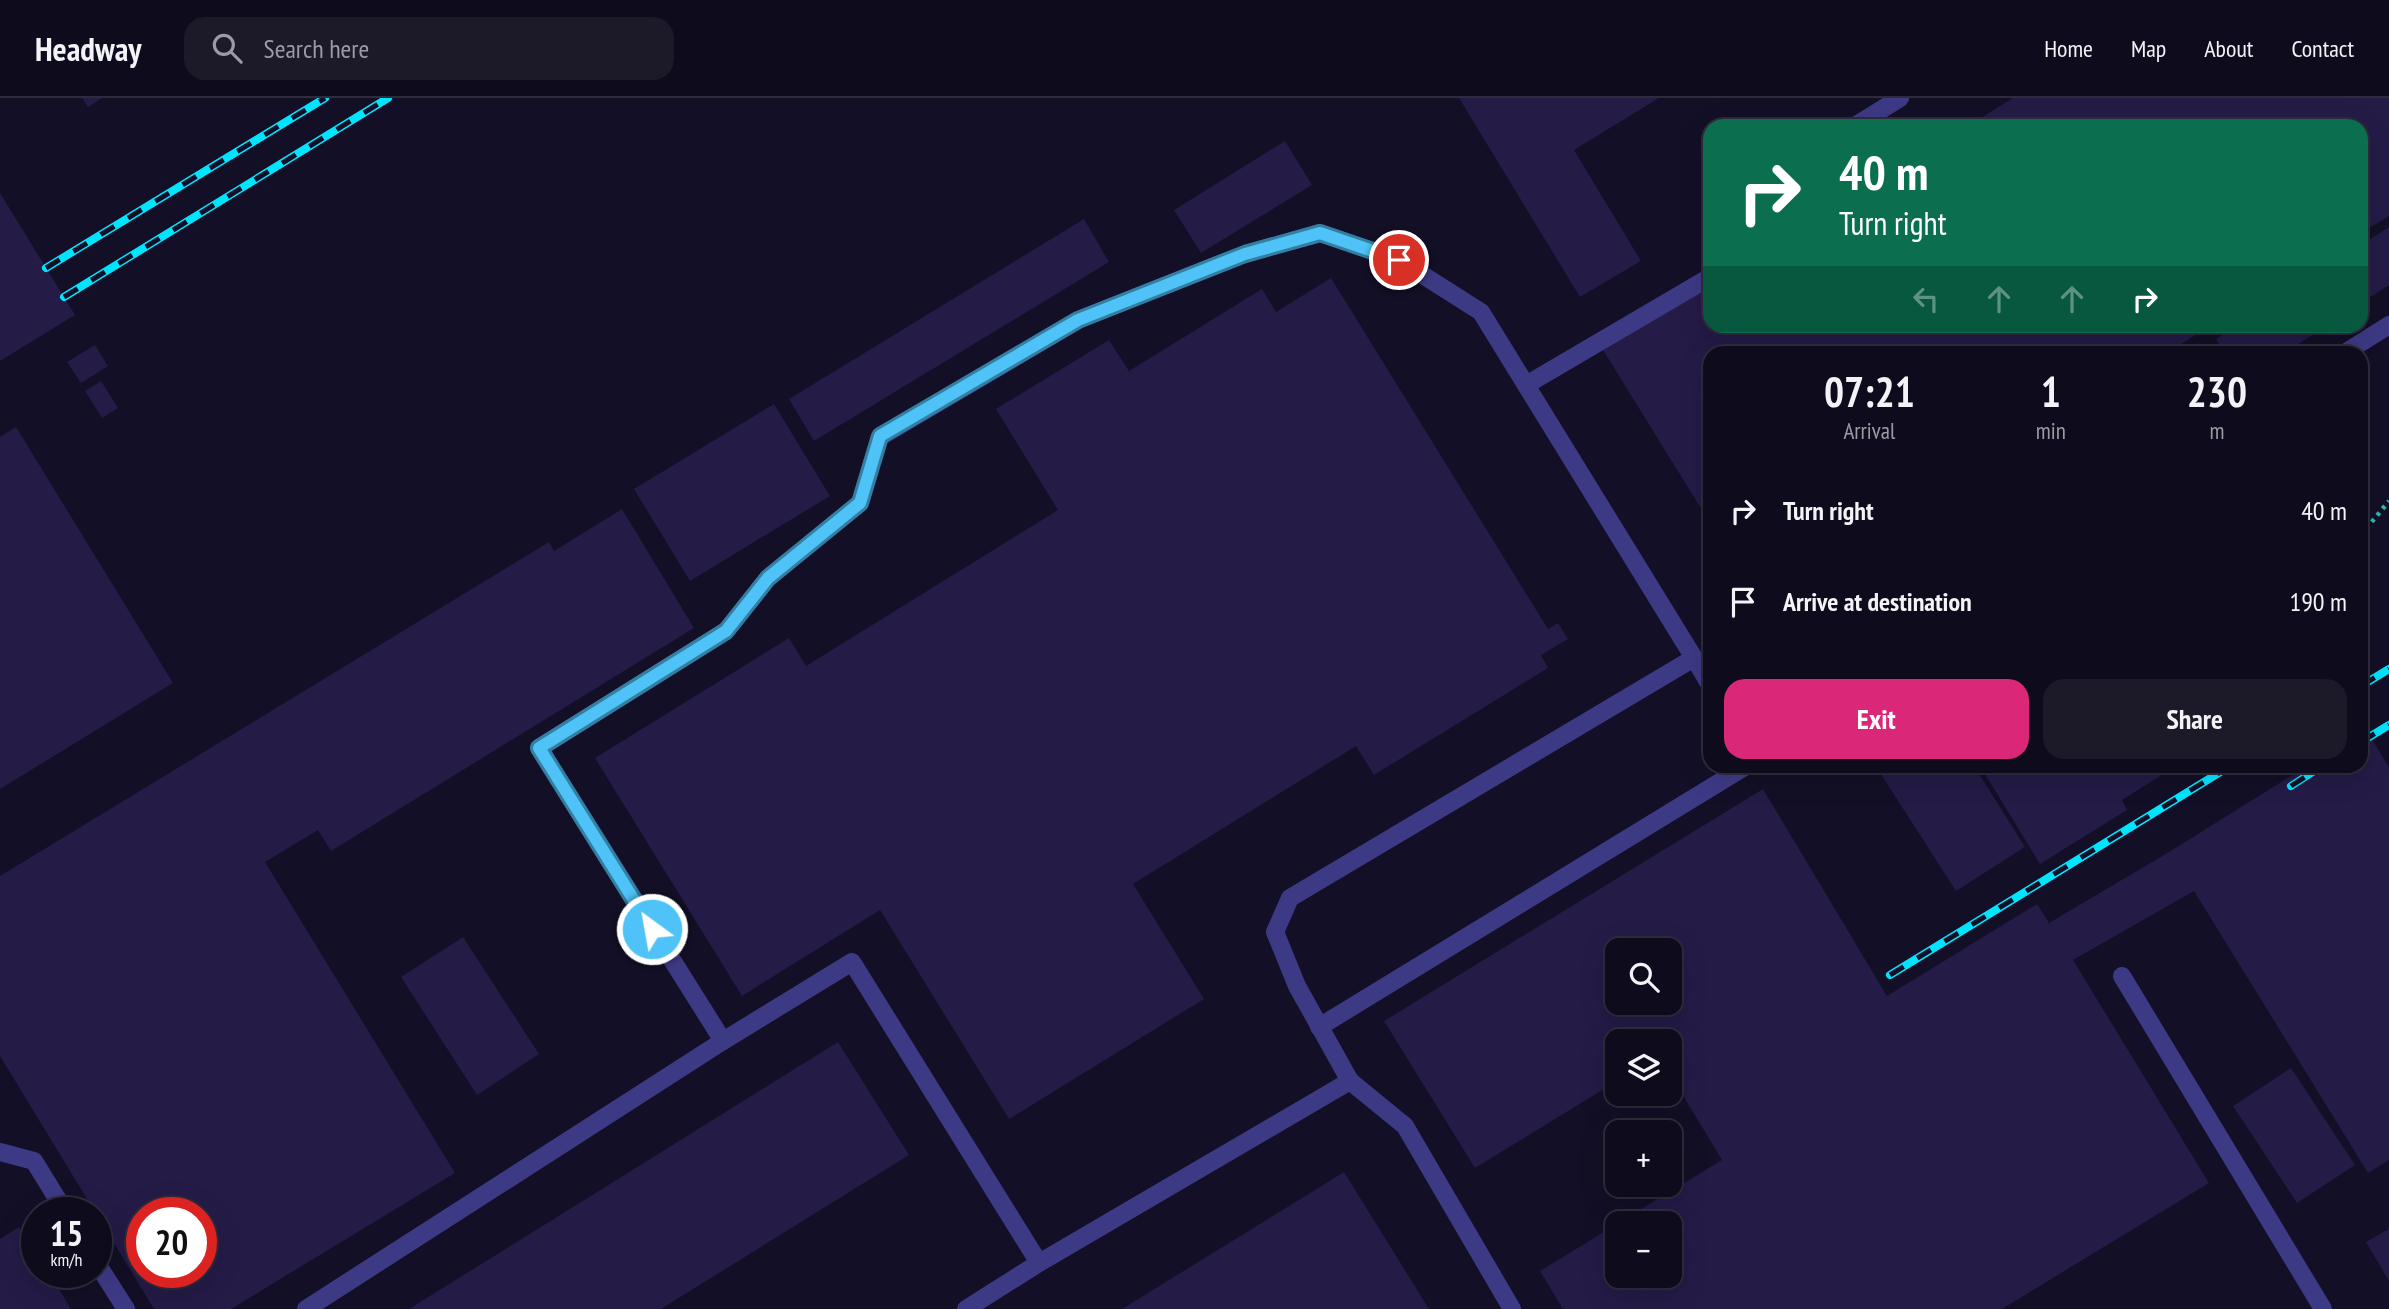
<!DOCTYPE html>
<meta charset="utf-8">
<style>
:root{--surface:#0e0b1c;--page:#1c1929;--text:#f1f3f6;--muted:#9b9ba3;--line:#2e2b3b;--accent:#db2777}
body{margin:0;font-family:"PT Sans Narrow",sans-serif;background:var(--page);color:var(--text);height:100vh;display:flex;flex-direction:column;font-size:26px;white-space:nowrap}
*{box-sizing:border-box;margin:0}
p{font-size:23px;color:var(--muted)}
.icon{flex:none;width:38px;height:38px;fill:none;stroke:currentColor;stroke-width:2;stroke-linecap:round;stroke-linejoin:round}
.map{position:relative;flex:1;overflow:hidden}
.drawer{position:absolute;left:1703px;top:248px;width:665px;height:427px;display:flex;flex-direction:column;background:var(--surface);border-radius:21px;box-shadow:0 7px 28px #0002,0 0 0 2px var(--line)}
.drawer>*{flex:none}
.top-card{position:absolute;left:1703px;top:21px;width:665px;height:214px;border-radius:21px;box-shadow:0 7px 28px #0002,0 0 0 2px var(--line);background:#0b6e4f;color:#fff;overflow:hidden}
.fabs{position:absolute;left:1605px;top:840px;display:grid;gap:14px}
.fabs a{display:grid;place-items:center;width:77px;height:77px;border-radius:14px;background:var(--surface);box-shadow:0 7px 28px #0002,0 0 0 2px var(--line);font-size:35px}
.speed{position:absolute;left:21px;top:1099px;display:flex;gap:14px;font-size:35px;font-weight:700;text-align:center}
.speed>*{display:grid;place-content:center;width:91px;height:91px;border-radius:50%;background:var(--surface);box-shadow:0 7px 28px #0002,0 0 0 2px var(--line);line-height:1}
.speed small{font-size:18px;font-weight:400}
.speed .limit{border:10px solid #d22;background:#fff;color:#111}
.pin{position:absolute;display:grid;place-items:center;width:60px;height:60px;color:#fff;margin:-30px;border:4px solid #fff;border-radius:50%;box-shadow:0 2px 7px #0007}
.me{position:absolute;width:77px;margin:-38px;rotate:328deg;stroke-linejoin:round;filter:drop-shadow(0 0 5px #0008)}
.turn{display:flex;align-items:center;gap:24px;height:147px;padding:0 21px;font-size:32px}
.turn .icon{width:91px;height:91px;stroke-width:2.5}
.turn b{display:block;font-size:49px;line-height:60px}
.lanes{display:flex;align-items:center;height:66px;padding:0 21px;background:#0003;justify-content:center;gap:35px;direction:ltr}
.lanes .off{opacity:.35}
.eta{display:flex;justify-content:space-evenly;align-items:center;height:119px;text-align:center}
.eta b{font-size:42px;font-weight:600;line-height:49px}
.cta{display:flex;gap:14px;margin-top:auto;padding:14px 21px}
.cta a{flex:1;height:80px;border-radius:21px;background:var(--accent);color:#fff;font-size:28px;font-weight:600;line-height:80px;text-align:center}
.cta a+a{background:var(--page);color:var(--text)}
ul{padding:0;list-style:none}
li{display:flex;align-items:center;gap:21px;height:91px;padding:0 21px}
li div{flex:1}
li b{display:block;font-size:26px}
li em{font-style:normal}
header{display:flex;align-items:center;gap:42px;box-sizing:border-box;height:98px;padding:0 35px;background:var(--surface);border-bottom:2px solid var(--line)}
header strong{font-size:33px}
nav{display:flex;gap:38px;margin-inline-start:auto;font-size:24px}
.search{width:490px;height:63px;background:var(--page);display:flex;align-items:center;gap:18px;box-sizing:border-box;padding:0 24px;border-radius:21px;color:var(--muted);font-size:26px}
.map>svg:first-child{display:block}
</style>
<header>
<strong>Headway</strong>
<div class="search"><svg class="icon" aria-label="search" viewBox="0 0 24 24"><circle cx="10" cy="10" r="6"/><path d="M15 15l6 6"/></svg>Search here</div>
<nav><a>Home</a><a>Map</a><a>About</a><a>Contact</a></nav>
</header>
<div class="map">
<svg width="2389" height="1211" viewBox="0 0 2389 1211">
<rect width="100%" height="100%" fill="#130f26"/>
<g fill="#241b47" fill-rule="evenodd">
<path d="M 82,0 L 102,0 L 88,9 Z"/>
<path d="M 1459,0 L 1659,0 L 1574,52 L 1641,163 L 1580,199 Z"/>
<path d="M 2013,0 L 2389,0 L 2389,118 L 2361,135 L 2361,28 L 1968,28 Z"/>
<path d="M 1285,43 L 1312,87 L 1201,155 L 1174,112 Z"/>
<path d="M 0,95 L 75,217 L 0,263 Z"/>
<path d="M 1084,121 L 1109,164 L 814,343 L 789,301 Z"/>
<path d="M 2389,129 L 2389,187 L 2361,205 L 2361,147 Z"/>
<path d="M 1331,180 L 1548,531 L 1558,525 L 1568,541 L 1541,557 L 1548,570 L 1374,677 L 1356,648 L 1133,786 L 1204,901 L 1009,1021 L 880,812 L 742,898 L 595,660 L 789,540 L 806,568 L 1058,412 L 996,311 L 1109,242 L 1129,273 L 1262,191 L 1276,214 Z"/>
<path d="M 1710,187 L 1710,228 L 2210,228 L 2165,256 L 1710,256 L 1710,425 L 1603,252 Z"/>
<path d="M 2237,228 L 2326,228 L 2283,256 L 2226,256 L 2216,241 Z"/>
<path d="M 95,247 L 108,268 L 81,285 L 67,264 Z"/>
<path d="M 101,283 L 118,310 L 102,320 L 85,293 Z"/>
<path d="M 774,306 L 830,398 L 690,483 L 634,391 Z"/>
<path d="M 16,329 L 173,585 L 0,691 L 0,339 Z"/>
<path d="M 622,411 L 694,530 L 331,753 L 318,732 L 265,764 L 455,1075 L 231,1211 L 154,1211 L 0,958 L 0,778 L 549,444 L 554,453 ZM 142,1115 L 201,1115 L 201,1174 L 142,1174 Z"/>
<path d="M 2366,632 L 2389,669 L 2389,1062 L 2368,1075 L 2194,793 L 2073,862 L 2209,1085 L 2002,1211 L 1563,1211 L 1540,1173 L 1617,1126 L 1617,1178 L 1670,1178 L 1670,1125 L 1618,1125 L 1722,1062 L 1670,976 L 1670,943 L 1617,943 L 1617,983 L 1475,1070 L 1384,923 L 1763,691 L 1887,898 L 2037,806 L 2049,825 L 2169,754 L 2307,668 L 2361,668 L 2361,635 ZM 1617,852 L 1670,852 L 1670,905 L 1617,905 Z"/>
<path d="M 1880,668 L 1974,668 L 2025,749 L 1956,793 L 1877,670 Z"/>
<path d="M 1980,668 L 2176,668 L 2122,702 L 2127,712 L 2040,766 Z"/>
<path d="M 463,839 L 539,956 L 477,997 L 401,879 Z"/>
<path d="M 838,944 L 909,1057 L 661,1211 L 409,1211 Z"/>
<path d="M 2291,970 L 2355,1067 L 2297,1105 L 2233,1008 Z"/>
<path d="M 1344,1074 L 1429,1211 L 1122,1211 Z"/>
<path d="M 19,1129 L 37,1157 L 37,1174 L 48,1174 L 71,1211 L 0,1211 L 0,1141 Z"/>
<path d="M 2389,1131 L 2389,1183 L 2366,1144 Z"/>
</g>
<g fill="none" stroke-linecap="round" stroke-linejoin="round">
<path stroke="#2fb8b0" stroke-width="4.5" stroke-dasharray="3.5 5" stroke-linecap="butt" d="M 2361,437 L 2389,403"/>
<g stroke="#3d3a85" stroke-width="18">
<path d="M 1855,28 L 1900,0"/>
<path d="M 2343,256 L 2389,227"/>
<path d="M 1526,287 L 1710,179"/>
<path d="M 1694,560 L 1710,587"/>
<path d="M 2122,878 L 2323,1211"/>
<path d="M 1319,929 L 1746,668"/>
<path d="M 1350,983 L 1405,1028 L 1512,1211"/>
<path d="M 0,1054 L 34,1063 L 66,1115"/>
<path d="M 96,1164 L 126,1211"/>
<path d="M 306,1211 L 723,943"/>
<path d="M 966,1211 L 1039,1165 L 1350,983 L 1297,888 L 1275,834 L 1290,800 L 1694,560 L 1481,214 L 1399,162 L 1320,135 L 1245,156 L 1078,222 L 880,339 L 860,405 L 768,480 L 726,533 L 539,650 L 723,943 L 852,864 L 1039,1165"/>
</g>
<g stroke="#00e5ff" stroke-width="8">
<g id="rail">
<path d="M 46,170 L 325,0"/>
<path d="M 64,199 L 388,0"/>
<path d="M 2361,588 L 2389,571"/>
<path d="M 2361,644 L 2389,627"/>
<path d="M 2291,688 L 2322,668"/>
<path d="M 1890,877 L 2230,668"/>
</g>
</g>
<use href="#rail" stroke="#130f26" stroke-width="5" stroke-dasharray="16" stroke-linecap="butt"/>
</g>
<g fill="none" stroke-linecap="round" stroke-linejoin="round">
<g stroke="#337fa1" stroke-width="18">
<path id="route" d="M 652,831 L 539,650 L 726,533 L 768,480 L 860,405 L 880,338 L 1078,222 L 1245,156 L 1320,135 L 1399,162"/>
</g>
<use href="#route" stroke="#4fc3f7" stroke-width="12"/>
</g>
</svg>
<div class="fabs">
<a><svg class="icon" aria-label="search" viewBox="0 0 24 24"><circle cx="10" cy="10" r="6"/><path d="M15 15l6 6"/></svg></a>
<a><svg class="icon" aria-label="layers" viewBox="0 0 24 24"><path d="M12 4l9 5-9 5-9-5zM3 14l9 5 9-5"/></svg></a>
<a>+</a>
<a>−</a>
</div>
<div class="speed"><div>15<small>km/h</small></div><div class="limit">20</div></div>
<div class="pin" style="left:1399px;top:162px;background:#d93025"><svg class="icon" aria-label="arrive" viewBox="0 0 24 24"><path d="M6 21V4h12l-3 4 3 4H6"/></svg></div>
<svg class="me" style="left:652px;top:831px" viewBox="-20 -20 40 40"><circle r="17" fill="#4fc3f7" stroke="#fff" stroke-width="3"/><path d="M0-11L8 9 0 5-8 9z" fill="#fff"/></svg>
<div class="top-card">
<div class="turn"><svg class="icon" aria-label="right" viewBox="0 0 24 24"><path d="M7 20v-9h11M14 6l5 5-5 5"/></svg><div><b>40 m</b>Turn right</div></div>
<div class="lanes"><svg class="icon off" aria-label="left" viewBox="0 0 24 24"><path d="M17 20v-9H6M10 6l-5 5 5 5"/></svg><svg class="icon off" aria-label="ahead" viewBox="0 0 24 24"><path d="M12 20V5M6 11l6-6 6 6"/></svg><svg class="icon off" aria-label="ahead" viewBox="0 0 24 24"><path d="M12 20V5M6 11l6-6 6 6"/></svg><svg class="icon" aria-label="right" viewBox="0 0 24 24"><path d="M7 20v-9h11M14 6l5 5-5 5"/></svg></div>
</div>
<section class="drawer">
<div class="eta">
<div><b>07:21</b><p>Arrival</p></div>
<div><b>1</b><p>min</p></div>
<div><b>230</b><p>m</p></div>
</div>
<ul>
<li><svg class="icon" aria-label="right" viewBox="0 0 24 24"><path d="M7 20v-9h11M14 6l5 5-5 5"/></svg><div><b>Turn right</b></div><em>40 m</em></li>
<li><svg class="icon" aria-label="arrive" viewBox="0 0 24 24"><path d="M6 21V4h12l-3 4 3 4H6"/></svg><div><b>Arrive at destination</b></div><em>190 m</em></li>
</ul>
<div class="cta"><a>Exit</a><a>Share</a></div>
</section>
</div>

What the task asks >> Go through the entries and return each line where the word "none" appears.

Exercise solution >>
.icon{flex:none;width:38px;height:38px;fill:none;stroke:currentColor;stroke-width:2;stroke-linecap:round;stroke-linejoin:round}
.drawer>*{flex:none}
ul{padding:0;list-style:none}
<g fill="none" stroke-linecap="round" stroke-linejoin="round">
<g fill="none" stroke-linecap="round" stroke-linejoin="round">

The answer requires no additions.